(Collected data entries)

[Start of Attachment]

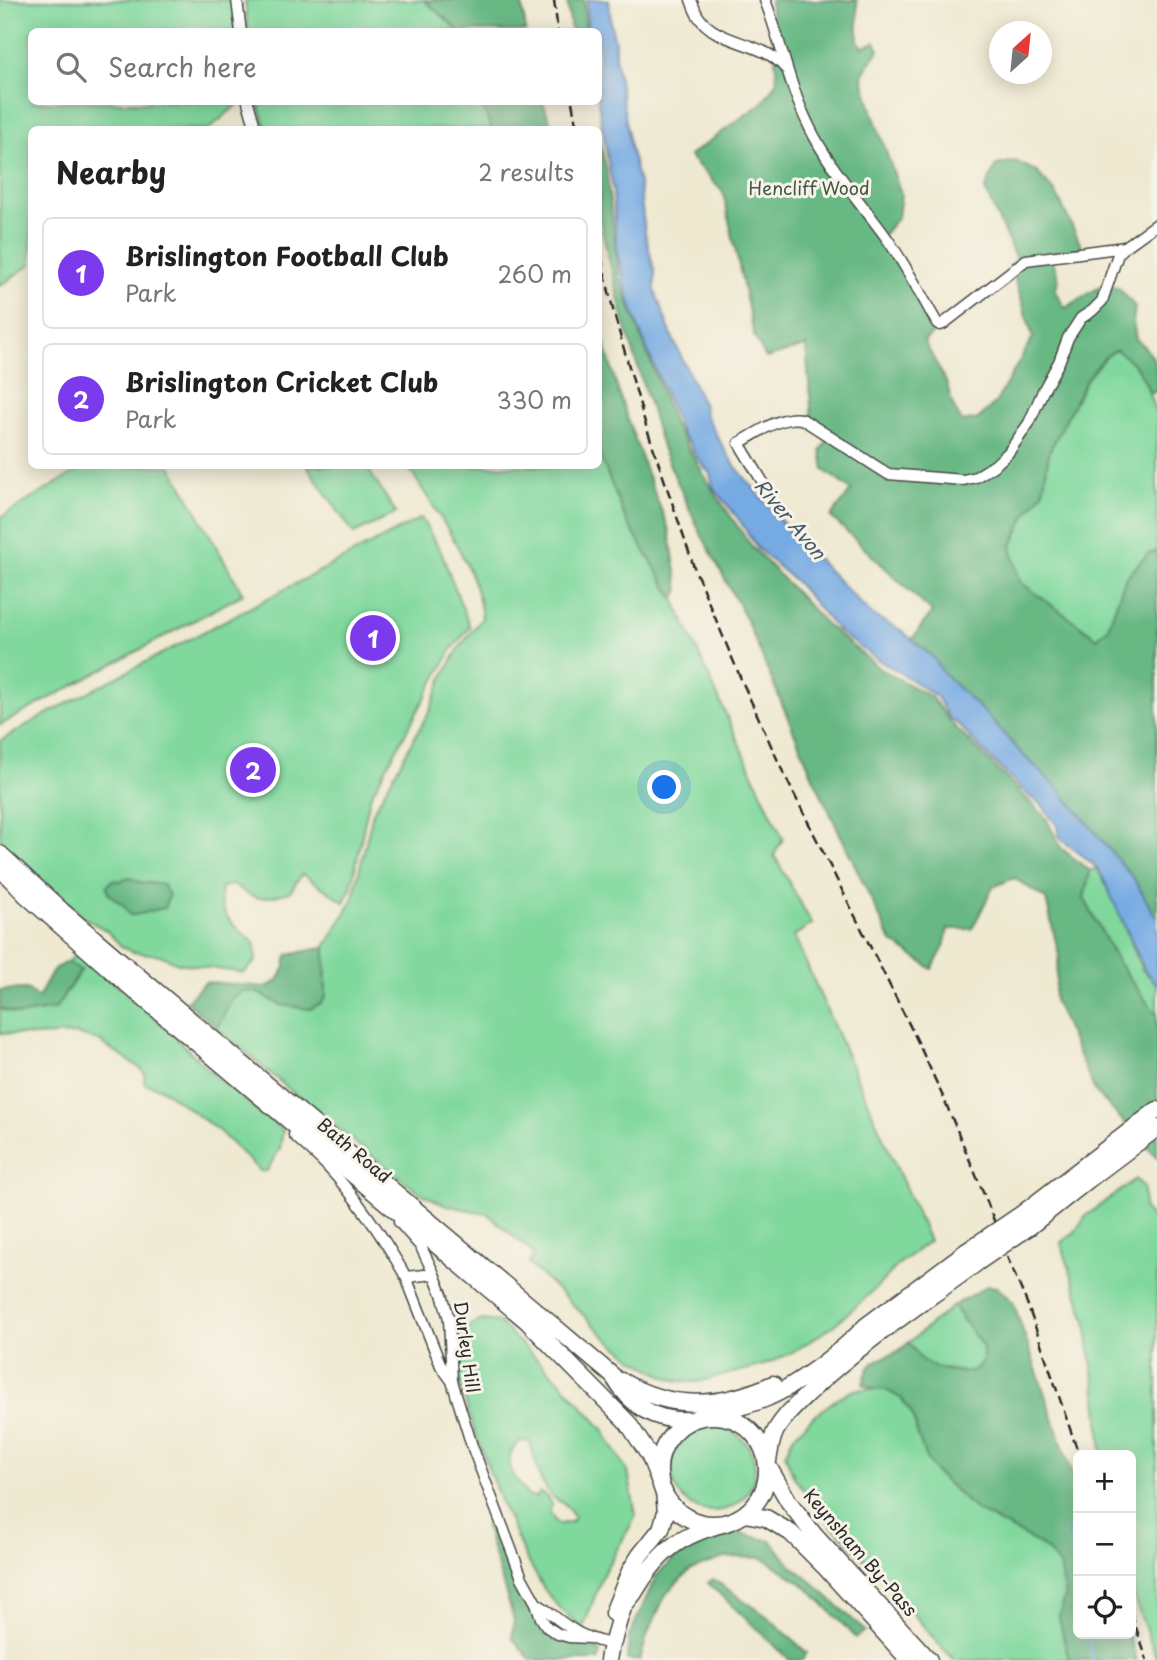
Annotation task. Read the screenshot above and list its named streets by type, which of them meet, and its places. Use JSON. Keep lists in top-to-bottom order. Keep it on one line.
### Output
{"streets":{"main road":["Bath Road","Keynsham By-Pass"],"street":["Durley Hill"]},"crossings":[["Bath Road","Durley Hill"],["Bath Road","Keynsham By-Pass"]],"water":["River Avon"],"parks":["Hencliff Wood"],"north":"top right","page":{"search":"Search here","heading":["Nearby","2 results"],"list":[{"mark":"1","name":"Brislington Football Club","note":"Park","value":"260 m"},{"mark":"2","name":"Brislington Cricket Club","note":"Park","value":"330 m"}],"pins":["1","2"],"map_buttons":["+","−"]}}
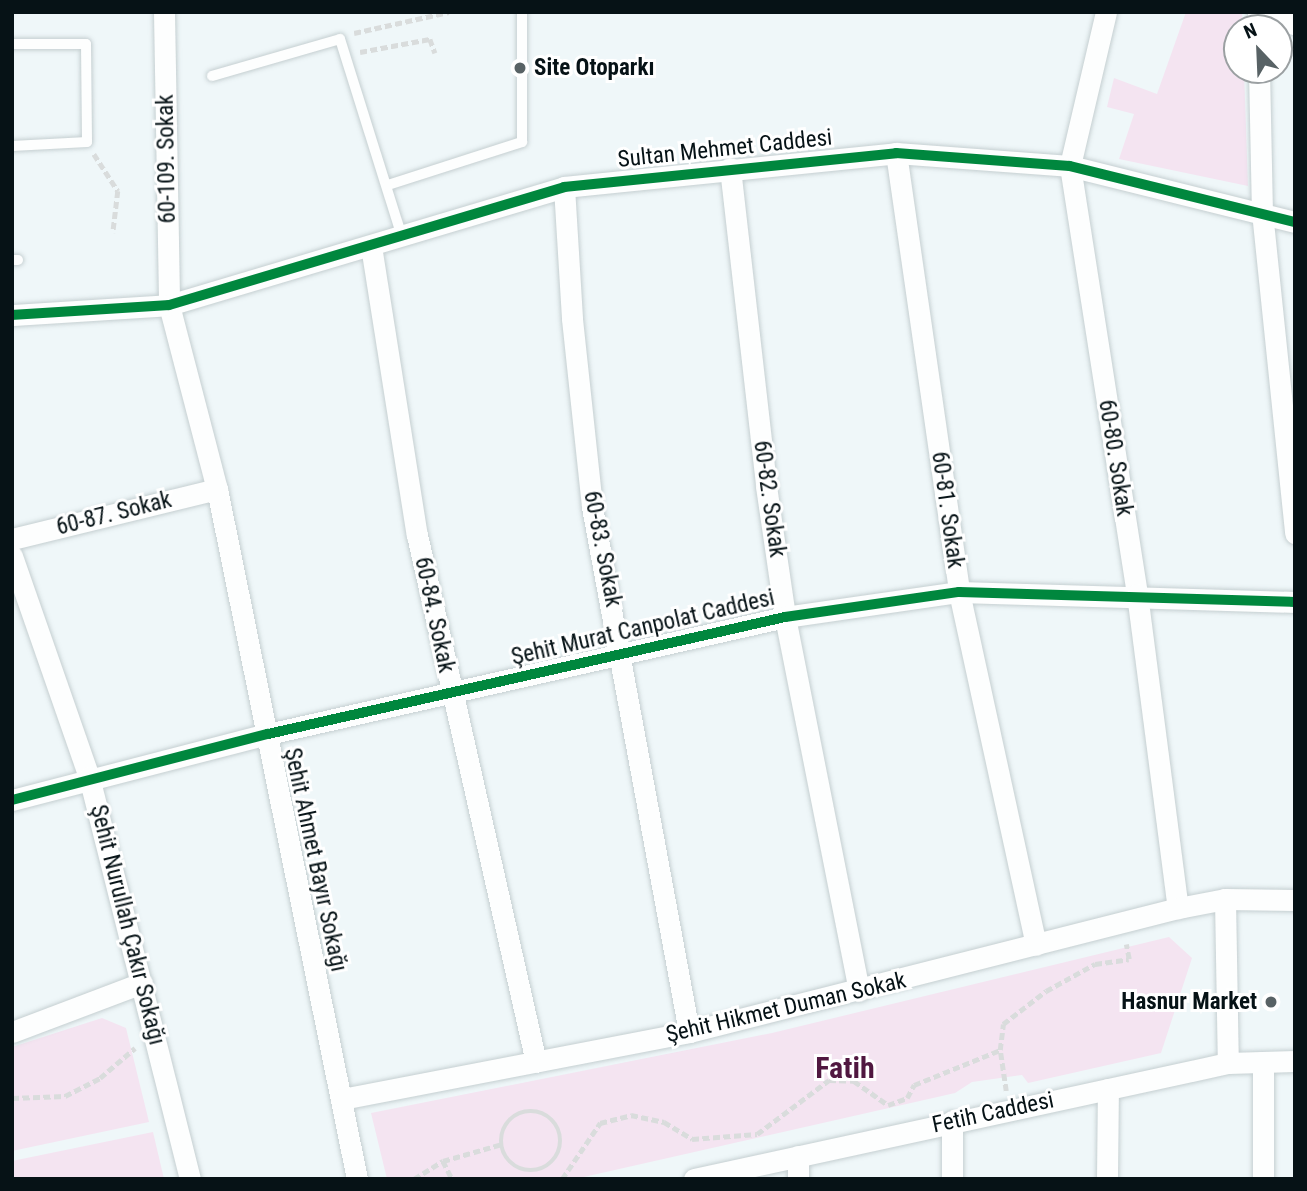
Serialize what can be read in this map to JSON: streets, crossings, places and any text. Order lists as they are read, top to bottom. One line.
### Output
{"streets":{"street":["Sultan Mehmet Caddesi","60-109. Sokak","60-80. Sokak","60-82. Sokak","60-81. Sokak","60-87. Sokak","60-83. Sokak","60-84. Sokak","Şehit Murat Canpolat Caddesi","Şehit Ahmet Bayır Sokağı","Şehit Nurullah Çakır Sokağı","Şehit Hikmet Duman Sokak","Fetih Caddesi"]},"crossings":[["Sultan Mehmet Caddesi","60-109. Sokak"],["Sultan Mehmet Caddesi","60-80. Sokak"],["Sultan Mehmet Caddesi","60-82. Sokak"],["Sultan Mehmet Caddesi","60-81. Sokak"],["Sultan Mehmet Caddesi","60-83. Sokak"],["Sultan Mehmet Caddesi","60-84. Sokak"],["Sultan Mehmet Caddesi","Şehit Ahmet Bayır Sokağı"],["60-109. Sokak","Şehit Ahmet Bayır Sokağı"],["60-80. Sokak","Şehit Murat Canpolat Caddesi"],["60-80. Sokak","Şehit Hikmet Duman Sokak"],["60-82. Sokak","Şehit Murat Canpolat Caddesi"],["60-82. Sokak","Şehit Hikmet Duman Sokak"],["60-81. Sokak","Şehit Murat Canpolat Caddesi"],["60-81. Sokak","Şehit Hikmet Duman Sokak"],["60-87. Sokak","Şehit Ahmet Bayır Sokağı"],["60-83. Sokak","Şehit Murat Canpolat Caddesi"],["60-83. Sokak","Şehit Hikmet Duman Sokak"],["60-84. Sokak","Şehit Murat Canpolat Caddesi"],["60-84. Sokak","Şehit Hikmet Duman Sokak"],["Şehit Murat Canpolat Caddesi","Şehit Ahmet Bayır Sokağı"],["Şehit Murat Canpolat Caddesi","Şehit Nurullah Çakır Sokağı"],["Şehit Ahmet Bayır Sokağı","Şehit Hikmet Duman Sokak"]],"districts":["Fatih"],"places":["Site Otoparkı","Hasnur Market"],"north":"top left"}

[End of Attachment]

Problem statement: Return every line from the records above that holds the word "bottom".

Solved exercise:
Annotation task. Read the screenshot above and list its named streets by type, which of them meet, and its places. Use JSON. Keep lists in top-to-bottom order. Keep it on one line.
Serialize what can be read in this map to JSON: streets, crossings, places and any text. Order lists as they are read, top to bottom. One line.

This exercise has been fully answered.